[Saved entries]
::::

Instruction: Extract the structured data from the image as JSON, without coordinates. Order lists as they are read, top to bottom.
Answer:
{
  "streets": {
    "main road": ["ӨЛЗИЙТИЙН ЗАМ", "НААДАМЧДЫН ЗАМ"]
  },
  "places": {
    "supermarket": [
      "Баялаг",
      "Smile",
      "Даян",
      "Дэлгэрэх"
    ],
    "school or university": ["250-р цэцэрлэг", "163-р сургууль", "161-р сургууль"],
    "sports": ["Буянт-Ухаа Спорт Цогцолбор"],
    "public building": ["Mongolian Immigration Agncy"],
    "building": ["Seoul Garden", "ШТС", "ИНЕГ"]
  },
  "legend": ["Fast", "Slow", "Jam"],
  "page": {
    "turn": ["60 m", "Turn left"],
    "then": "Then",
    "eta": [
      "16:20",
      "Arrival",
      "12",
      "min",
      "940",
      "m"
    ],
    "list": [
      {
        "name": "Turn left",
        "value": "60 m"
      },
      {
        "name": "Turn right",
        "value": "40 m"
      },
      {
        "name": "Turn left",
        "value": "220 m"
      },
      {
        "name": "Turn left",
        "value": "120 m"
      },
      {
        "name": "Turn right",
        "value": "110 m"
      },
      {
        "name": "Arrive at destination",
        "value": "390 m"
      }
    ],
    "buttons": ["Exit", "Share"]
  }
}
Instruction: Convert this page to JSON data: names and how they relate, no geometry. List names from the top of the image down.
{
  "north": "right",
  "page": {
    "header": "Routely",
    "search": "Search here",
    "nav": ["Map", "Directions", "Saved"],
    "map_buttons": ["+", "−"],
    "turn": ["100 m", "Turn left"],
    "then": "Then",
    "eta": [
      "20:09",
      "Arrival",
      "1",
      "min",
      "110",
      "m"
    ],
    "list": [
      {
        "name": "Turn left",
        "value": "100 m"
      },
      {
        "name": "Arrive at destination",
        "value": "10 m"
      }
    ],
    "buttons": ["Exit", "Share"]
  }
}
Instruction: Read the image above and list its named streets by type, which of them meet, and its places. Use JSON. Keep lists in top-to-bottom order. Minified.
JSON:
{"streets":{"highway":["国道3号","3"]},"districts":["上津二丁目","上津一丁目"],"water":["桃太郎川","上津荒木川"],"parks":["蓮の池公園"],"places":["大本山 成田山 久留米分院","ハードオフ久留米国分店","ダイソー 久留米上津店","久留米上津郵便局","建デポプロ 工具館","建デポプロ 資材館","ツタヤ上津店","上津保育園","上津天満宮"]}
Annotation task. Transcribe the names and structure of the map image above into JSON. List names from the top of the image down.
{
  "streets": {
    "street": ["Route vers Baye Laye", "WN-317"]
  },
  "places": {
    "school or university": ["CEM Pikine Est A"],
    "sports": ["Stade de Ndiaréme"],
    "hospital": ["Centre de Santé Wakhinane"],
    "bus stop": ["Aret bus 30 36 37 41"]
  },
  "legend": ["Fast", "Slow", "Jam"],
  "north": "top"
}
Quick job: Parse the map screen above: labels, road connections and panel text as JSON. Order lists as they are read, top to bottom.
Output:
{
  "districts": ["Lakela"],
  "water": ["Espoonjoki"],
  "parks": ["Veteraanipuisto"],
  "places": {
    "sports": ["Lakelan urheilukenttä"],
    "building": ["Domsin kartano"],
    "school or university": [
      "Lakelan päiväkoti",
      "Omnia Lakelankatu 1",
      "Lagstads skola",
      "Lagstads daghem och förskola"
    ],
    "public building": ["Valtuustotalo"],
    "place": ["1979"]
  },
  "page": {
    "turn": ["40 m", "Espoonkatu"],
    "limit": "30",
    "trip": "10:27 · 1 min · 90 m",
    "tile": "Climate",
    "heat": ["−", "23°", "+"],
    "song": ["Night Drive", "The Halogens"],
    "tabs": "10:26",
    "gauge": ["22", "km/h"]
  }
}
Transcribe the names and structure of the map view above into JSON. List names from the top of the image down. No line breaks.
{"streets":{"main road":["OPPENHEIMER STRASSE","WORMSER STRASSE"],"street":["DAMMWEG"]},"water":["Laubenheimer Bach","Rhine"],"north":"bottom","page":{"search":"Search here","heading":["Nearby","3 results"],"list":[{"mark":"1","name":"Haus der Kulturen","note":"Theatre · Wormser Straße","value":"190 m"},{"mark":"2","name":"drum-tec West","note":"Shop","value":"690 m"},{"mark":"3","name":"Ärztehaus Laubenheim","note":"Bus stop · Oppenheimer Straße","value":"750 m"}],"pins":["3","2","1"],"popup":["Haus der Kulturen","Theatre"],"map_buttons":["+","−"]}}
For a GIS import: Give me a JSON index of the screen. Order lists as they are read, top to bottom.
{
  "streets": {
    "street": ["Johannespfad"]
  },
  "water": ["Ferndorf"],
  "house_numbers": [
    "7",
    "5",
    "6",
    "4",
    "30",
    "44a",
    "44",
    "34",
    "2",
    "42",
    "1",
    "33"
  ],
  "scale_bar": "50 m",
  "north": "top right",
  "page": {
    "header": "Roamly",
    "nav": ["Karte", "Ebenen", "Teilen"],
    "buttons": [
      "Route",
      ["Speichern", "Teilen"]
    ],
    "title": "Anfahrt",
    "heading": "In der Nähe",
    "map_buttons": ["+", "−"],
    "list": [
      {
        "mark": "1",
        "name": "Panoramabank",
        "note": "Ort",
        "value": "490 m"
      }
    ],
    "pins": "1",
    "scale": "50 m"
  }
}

::::

What this task involves:
Write out an exact copy of every record shown above.

Exercise solution:
Instruction: Extract the structured data from the image as JSON, without coordinates. Order lists as they are read, top to bottom.
Answer:
{
  "streets": {
    "main road": ["ӨЛЗИЙТИЙН ЗАМ", "НААДАМЧДЫН ЗАМ"]
  },
  "places": {
    "supermarket": [
      "Баялаг",
      "Smile",
      "Даян",
      "Дэлгэрэх"
    ],
    "school or university": ["250-р цэцэрлэг", "163-р сургууль", "161-р сургууль"],
    "sports": ["Буянт-Ухаа Спорт Цогцолбор"],
    "public building": ["Mongolian Immigration Agncy"],
    "building": ["Seoul Garden", "ШТС", "ИНЕГ"]
  },
  "legend": ["Fast", "Slow", "Jam"],
  "page": {
    "turn": ["60 m", "Turn left"],
    "then": "Then",
    "eta": [
      "16:20",
      "Arrival",
      "12",
      "min",
      "940",
      "m"
    ],
    "list": [
      {
        "name": "Turn left",
        "value": "60 m"
      },
      {
        "name": "Turn right",
        "value": "40 m"
      },
      {
        "name": "Turn left",
        "value": "220 m"
      },
      {
        "name": "Turn left",
        "value": "120 m"
      },
      {
        "name": "Turn right",
        "value": "110 m"
      },
      {
        "name": "Arrive at destination",
        "value": "390 m"
      }
    ],
    "buttons": ["Exit", "Share"]
  }
}
Instruction: Convert this page to JSON data: names and how they relate, no geometry. List names from the top of the image down.
{
  "north": "right",
  "page": {
    "header": "Routely",
    "search": "Search here",
    "nav": ["Map", "Directions", "Saved"],
    "map_buttons": ["+", "−"],
    "turn": ["100 m", "Turn left"],
    "then": "Then",
    "eta": [
      "20:09",
      "Arrival",
      "1",
      "min",
      "110",
      "m"
    ],
    "list": [
      {
        "name": "Turn left",
        "value": "100 m"
      },
      {
        "name": "Arrive at destination",
        "value": "10 m"
      }
    ],
    "buttons": ["Exit", "Share"]
  }
}
Instruction: Read the image above and list its named streets by type, which of them meet, and its places. Use JSON. Keep lists in top-to-bottom order. Minified.
JSON:
{"streets":{"highway":["国道3号","3"]},"districts":["上津二丁目","上津一丁目"],"water":["桃太郎川","上津荒木川"],"parks":["蓮の池公園"],"places":["大本山 成田山 久留米分院","ハードオフ久留米国分店","ダイソー 久留米上津店","久留米上津郵便局","建デポプロ 工具館","建デポプロ 資材館","ツタヤ上津店","上津保育園","上津天満宮"]}
Annotation task. Transcribe the names and structure of the map image above into JSON. List names from the top of the image down.
{
  "streets": {
    "street": ["Route vers Baye Laye", "WN-317"]
  },
  "places": {
    "school or university": ["CEM Pikine Est A"],
    "sports": ["Stade de Ndiaréme"],
    "hospital": ["Centre de Santé Wakhinane"],
    "bus stop": ["Aret bus 30 36 37 41"]
  },
  "legend": ["Fast", "Slow", "Jam"],
  "north": "top"
}
Quick job: Parse the map screen above: labels, road connections and panel text as JSON. Order lists as they are read, top to bottom.
Output:
{
  "districts": ["Lakela"],
  "water": ["Espoonjoki"],
  "parks": ["Veteraanipuisto"],
  "places": {
    "sports": ["Lakelan urheilukenttä"],
    "building": ["Domsin kartano"],
    "school or university": [
      "Lakelan päiväkoti",
      "Omnia Lakelankatu 1",
      "Lagstads skola",
      "Lagstads daghem och förskola"
    ],
    "public building": ["Valtuustotalo"],
    "place": ["1979"]
  },
  "page": {
    "turn": ["40 m", "Espoonkatu"],
    "limit": "30",
    "trip": "10:27 · 1 min · 90 m",
    "tile": "Climate",
    "heat": ["−", "23°", "+"],
    "song": ["Night Drive", "The Halogens"],
    "tabs": "10:26",
    "gauge": ["22", "km/h"]
  }
}
Transcribe the names and structure of the map view above into JSON. List names from the top of the image down. No line breaks.
{"streets":{"main road":["OPPENHEIMER STRASSE","WORMSER STRASSE"],"street":["DAMMWEG"]},"water":["Laubenheimer Bach","Rhine"],"north":"bottom","page":{"search":"Search here","heading":["Nearby","3 results"],"list":[{"mark":"1","name":"Haus der Kulturen","note":"Theatre · Wormser Straße","value":"190 m"},{"mark":"2","name":"drum-tec West","note":"Shop","value":"690 m"},{"mark":"3","name":"Ärztehaus Laubenheim","note":"Bus stop · Oppenheimer Straße","value":"750 m"}],"pins":["3","2","1"],"popup":["Haus der Kulturen","Theatre"],"map_buttons":["+","−"]}}
For a GIS import: Give me a JSON index of the screen. Order lists as they are read, top to bottom.
{
  "streets": {
    "street": ["Johannespfad"]
  },
  "water": ["Ferndorf"],
  "house_numbers": [
    "7",
    "5",
    "6",
    "4",
    "30",
    "44a",
    "44",
    "34",
    "2",
    "42",
    "1",
    "33"
  ],
  "scale_bar": "50 m",
  "north": "top right",
  "page": {
    "header": "Roamly",
    "nav": ["Karte", "Ebenen", "Teilen"],
    "buttons": [
      "Route",
      ["Speichern", "Teilen"]
    ],
    "title": "Anfahrt",
    "heading": "In der Nähe",
    "map_buttons": ["+", "−"],
    "list": [
      {
        "mark": "1",
        "name": "Panoramabank",
        "note": "Ort",
        "value": "490 m"
      }
    ],
    "pins": "1",
    "scale": "50 m"
  }
}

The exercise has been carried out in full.